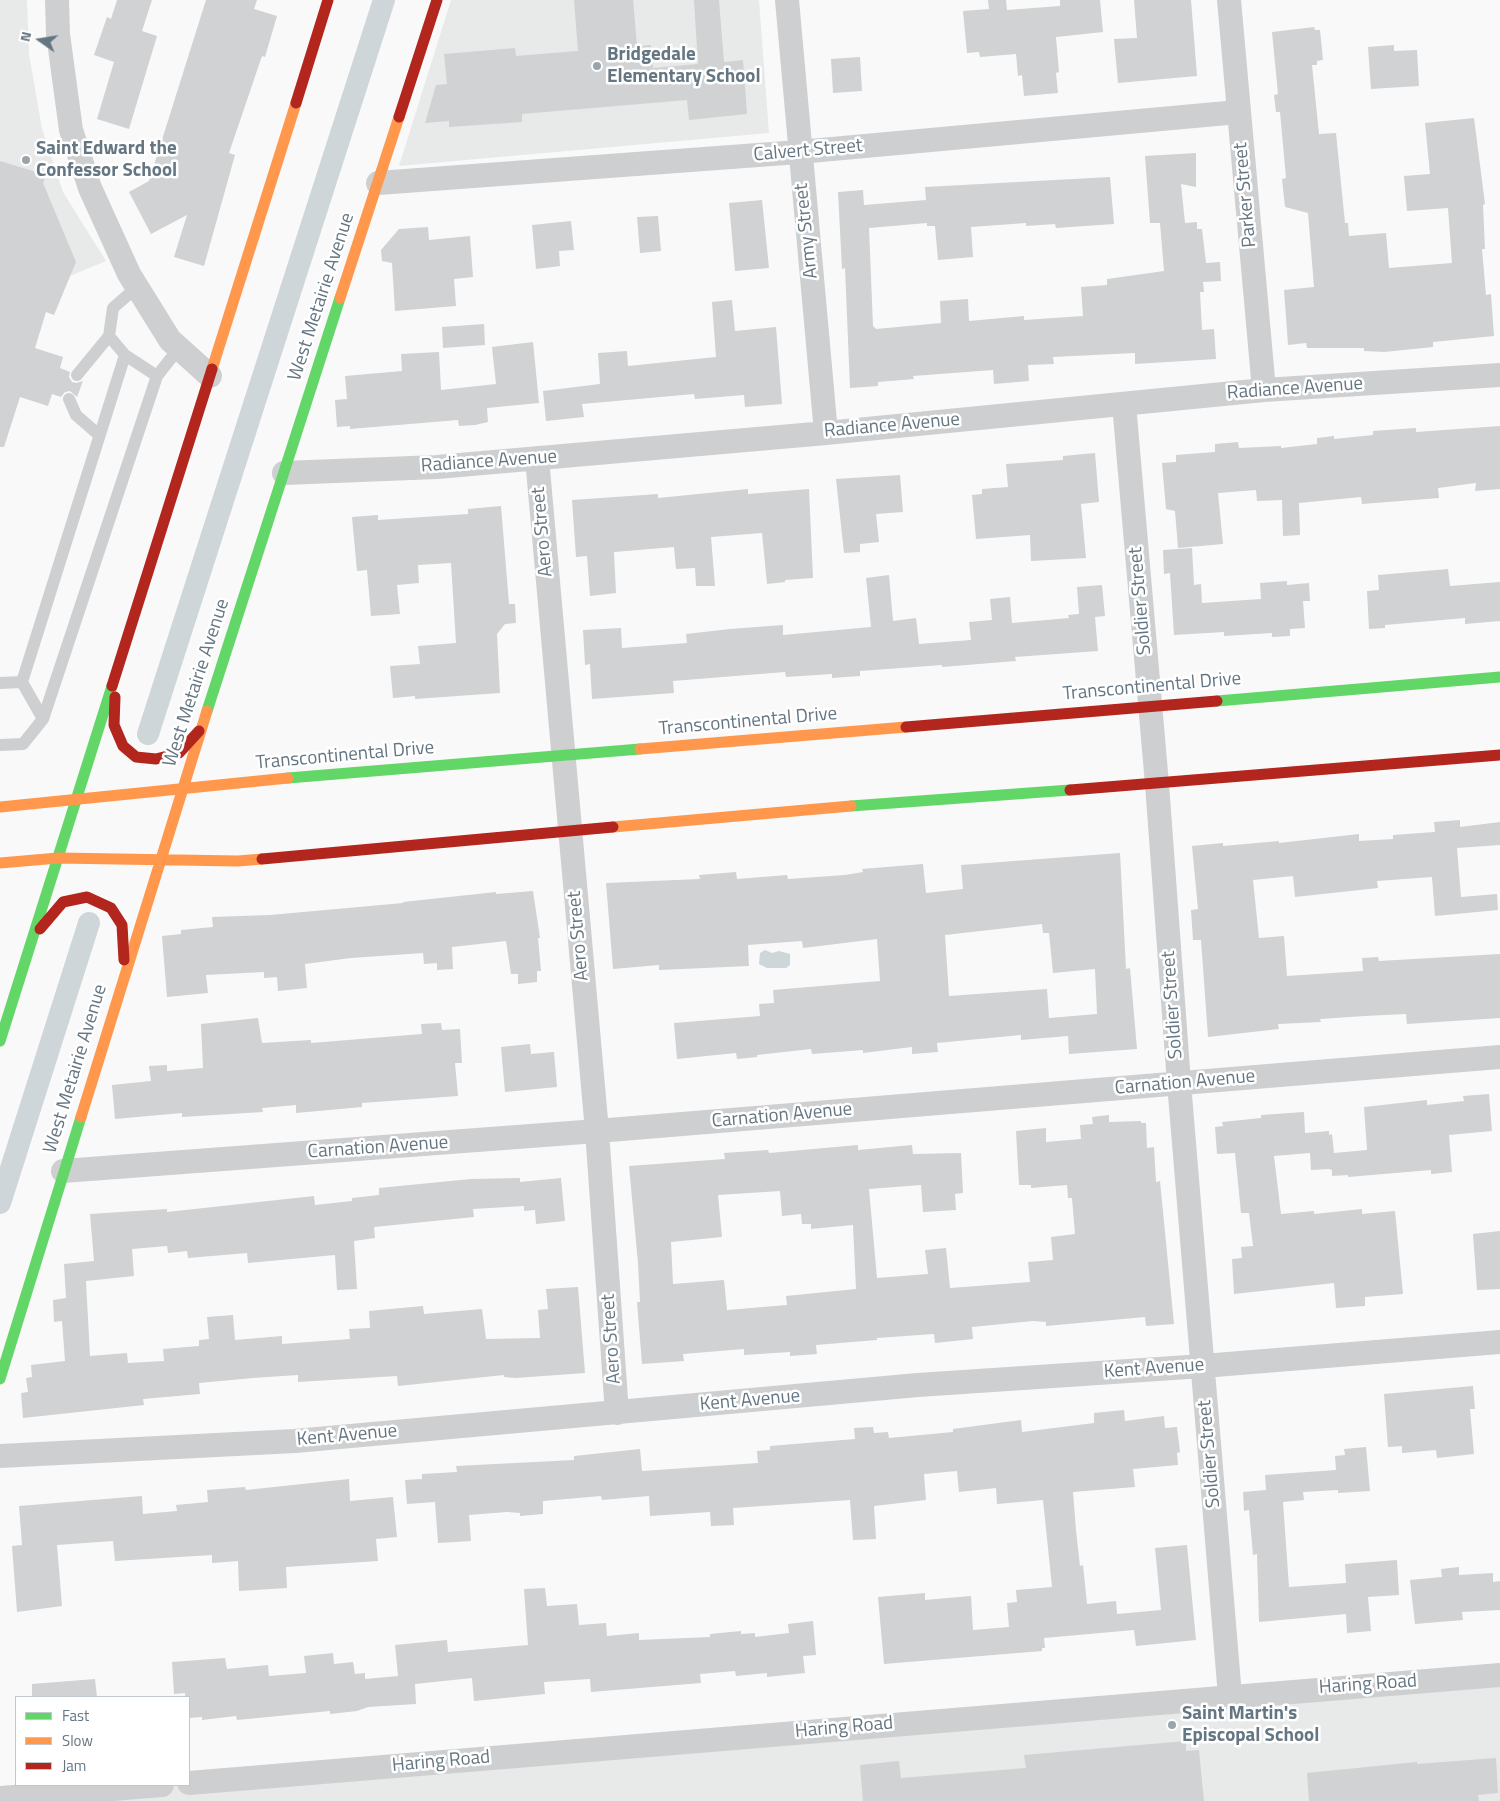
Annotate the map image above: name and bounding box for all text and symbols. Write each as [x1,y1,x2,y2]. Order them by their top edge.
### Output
north arrow [15,15,65,65]
text: N [14,29,36,44]
place label: Bridgedale Elementary School [607,44,761,88]
marker: Bridgedale Elementary School [591,60,603,72]
street label: Calvert Street [753,135,863,167]
place label: Saint Edward the Confessor School [36,138,177,182]
street label: Parker Street [1230,141,1262,249]
marker: Saint Edward the Confessor School [20,154,32,166]
street label: Army Street [791,182,823,280]
street label: West Metairie Avenue [284,210,360,384]
street label: Radiance Avenue [1226,373,1364,405]
street label: Radiance Avenue [823,409,961,443]
street label: Radiance Avenue [420,446,558,478]
street label: Aero Street [528,486,558,578]
street label: Soldier Street [1125,546,1157,656]
street label: West Metairie Avenue [159,596,235,770]
street label: Transcontinental Drive [1062,668,1242,706]
street label: Transcontinental Drive [658,703,838,741]
street label: Transcontinental Drive [255,737,435,775]
street label: Aero Street [564,890,594,982]
street label: Soldier Street [1158,950,1188,1060]
street label: West Metairie Avenue [39,982,113,1156]
street label: Carnation Avenue [1114,1066,1256,1100]
street label: Carnation Avenue [711,1099,853,1133]
street label: Carnation Avenue [307,1132,449,1164]
street label: Aero Street [597,1293,627,1385]
street label: Kent Avenue [1103,1354,1205,1384]
street label: Kent Avenue [699,1385,801,1417]
street label: Soldier Street [1194,1399,1226,1509]
street label: Kent Avenue [296,1420,398,1452]
street label: Haring Road [1318,1670,1418,1700]
legend [15,1696,190,1786]
place label: Saint Martin's Episcopal School [1182,1703,1319,1747]
text: Fast [62,1704,89,1727]
street label: Haring Road [794,1712,894,1744]
marker: Saint Martin's Episcopal School [1166,1719,1178,1731]
text: Slow [62,1729,93,1752]
street label: Haring Road [391,1746,491,1778]
text: Jam [62,1754,86,1777]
■ ■ ■ ■ ■
### Prompt
Your answer should be the lines of the material above that include "Drive".

### Answer box
street label: Transcontinental Drive [1062,668,1242,706]
street label: Transcontinental Drive [658,703,838,741]
street label: Transcontinental Drive [255,737,435,775]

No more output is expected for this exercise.